Rock plays Lance Burton, a bicycle messenger by day and (you guessed
it) standup comedian by night. Lance's dream
is to play the final night at the soon-to-be-closing Apollo Theater in Harlem, where five
amateur slots will be available. But as fate
would have it (in a scene staged with such lifeless indolence it doesn't even qualify as
perfunctory), Lance is struck down by a truck and whisked to heaven. His escort Keyes (played by Eugene Levy in
autopilot nerd mode) is informed by top angel Mr. King (Chazz Palminteri) that he snatched
Lance a second too early; he's not due at the pearly gates for forty more years. A new vessel must be found to house Lance's soul,
a freshly dead one that has yet to be discovered. Thus
Lance finds himself inhabiting the body of Charles Wellington, a rich, old white guy. Wellington, just dispatched to the next world by
his scheming wife and his assistant, has recently made an enemy of community activist
Sontee (Regina King). Lance-as-Wellington
is determined to not only woo Sontee, but keep his date at the Apollo Theater, despite the
fact that he now resembles Wilford Brimley.

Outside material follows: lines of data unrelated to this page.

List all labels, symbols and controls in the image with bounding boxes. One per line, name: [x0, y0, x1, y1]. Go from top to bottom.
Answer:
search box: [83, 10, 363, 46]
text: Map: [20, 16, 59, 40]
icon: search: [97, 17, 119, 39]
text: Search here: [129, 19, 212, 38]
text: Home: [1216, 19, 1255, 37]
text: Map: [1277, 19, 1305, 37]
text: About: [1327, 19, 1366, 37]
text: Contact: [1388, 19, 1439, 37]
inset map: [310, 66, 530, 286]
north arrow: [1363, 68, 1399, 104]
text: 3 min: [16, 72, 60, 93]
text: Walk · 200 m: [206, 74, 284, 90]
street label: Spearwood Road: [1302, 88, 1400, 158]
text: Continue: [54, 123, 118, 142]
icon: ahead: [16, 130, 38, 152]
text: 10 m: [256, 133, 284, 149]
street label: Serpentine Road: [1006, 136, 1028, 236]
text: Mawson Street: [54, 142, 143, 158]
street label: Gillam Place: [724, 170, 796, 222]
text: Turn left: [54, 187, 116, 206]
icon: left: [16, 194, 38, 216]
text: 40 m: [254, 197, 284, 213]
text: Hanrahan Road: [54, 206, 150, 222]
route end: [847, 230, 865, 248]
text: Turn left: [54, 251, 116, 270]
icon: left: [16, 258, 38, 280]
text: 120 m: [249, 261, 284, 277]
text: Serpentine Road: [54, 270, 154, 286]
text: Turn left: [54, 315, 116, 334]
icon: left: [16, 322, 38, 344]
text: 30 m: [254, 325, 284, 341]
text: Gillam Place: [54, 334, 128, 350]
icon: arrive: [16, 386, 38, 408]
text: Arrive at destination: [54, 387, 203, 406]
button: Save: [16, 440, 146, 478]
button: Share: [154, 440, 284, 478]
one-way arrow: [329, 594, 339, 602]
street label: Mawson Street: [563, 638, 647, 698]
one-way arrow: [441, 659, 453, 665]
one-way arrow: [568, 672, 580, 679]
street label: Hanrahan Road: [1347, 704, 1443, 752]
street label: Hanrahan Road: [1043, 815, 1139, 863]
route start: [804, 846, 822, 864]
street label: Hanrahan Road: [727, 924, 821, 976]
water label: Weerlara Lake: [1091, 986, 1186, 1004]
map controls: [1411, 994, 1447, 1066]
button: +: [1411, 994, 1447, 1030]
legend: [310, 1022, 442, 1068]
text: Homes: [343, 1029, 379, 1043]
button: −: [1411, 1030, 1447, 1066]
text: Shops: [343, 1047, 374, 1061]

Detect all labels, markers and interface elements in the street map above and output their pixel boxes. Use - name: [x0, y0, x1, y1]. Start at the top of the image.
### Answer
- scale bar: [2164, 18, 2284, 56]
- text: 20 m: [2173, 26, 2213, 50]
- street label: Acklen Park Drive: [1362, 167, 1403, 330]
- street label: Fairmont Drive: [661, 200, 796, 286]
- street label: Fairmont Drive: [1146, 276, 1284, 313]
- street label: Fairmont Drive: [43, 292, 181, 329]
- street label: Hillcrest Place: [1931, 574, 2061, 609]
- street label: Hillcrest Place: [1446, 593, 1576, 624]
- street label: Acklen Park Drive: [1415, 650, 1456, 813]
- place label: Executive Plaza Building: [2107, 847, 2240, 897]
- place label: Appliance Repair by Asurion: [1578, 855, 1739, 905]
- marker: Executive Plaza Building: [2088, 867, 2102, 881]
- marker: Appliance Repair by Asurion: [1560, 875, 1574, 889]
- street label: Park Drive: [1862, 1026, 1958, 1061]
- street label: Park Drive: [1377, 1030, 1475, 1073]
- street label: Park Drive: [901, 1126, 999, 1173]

If this plot sounds familiar, that's because Down to Earth is a rehash of the 1978 hit Heaven Can Wait (which in turn was a remake of
1941's Here Comes Mr. Jordan). Boasting a screenplay by Rock and much of the
writing team from his HBO talk show and direction by Chris and Paul Weitz, the duo behind
the cheerfully offensive American Pie, the
most shocking thing about Down to Earth is how
limp and mild it really is. Didn't the suits
who hired him realize that a PG-13 Chris Rock is, basically, Sinbad?
So determined are the filmmakers to give Rock as much screen time as
possible, they undermine their story at every turn. We
only get a few glimpses of Lance-as-Wellington as he is seen by everyone else in the
movie; from our perspective, he's still Chris Rock. When
he takes the stage to perform his act, the scene should be a shocking comic highlight, but
except for one brief shot of Lance's earthly vessel, it's all Rock - and watered-down Rock
at that.
It's easy to imagine a better version of Down to Earth.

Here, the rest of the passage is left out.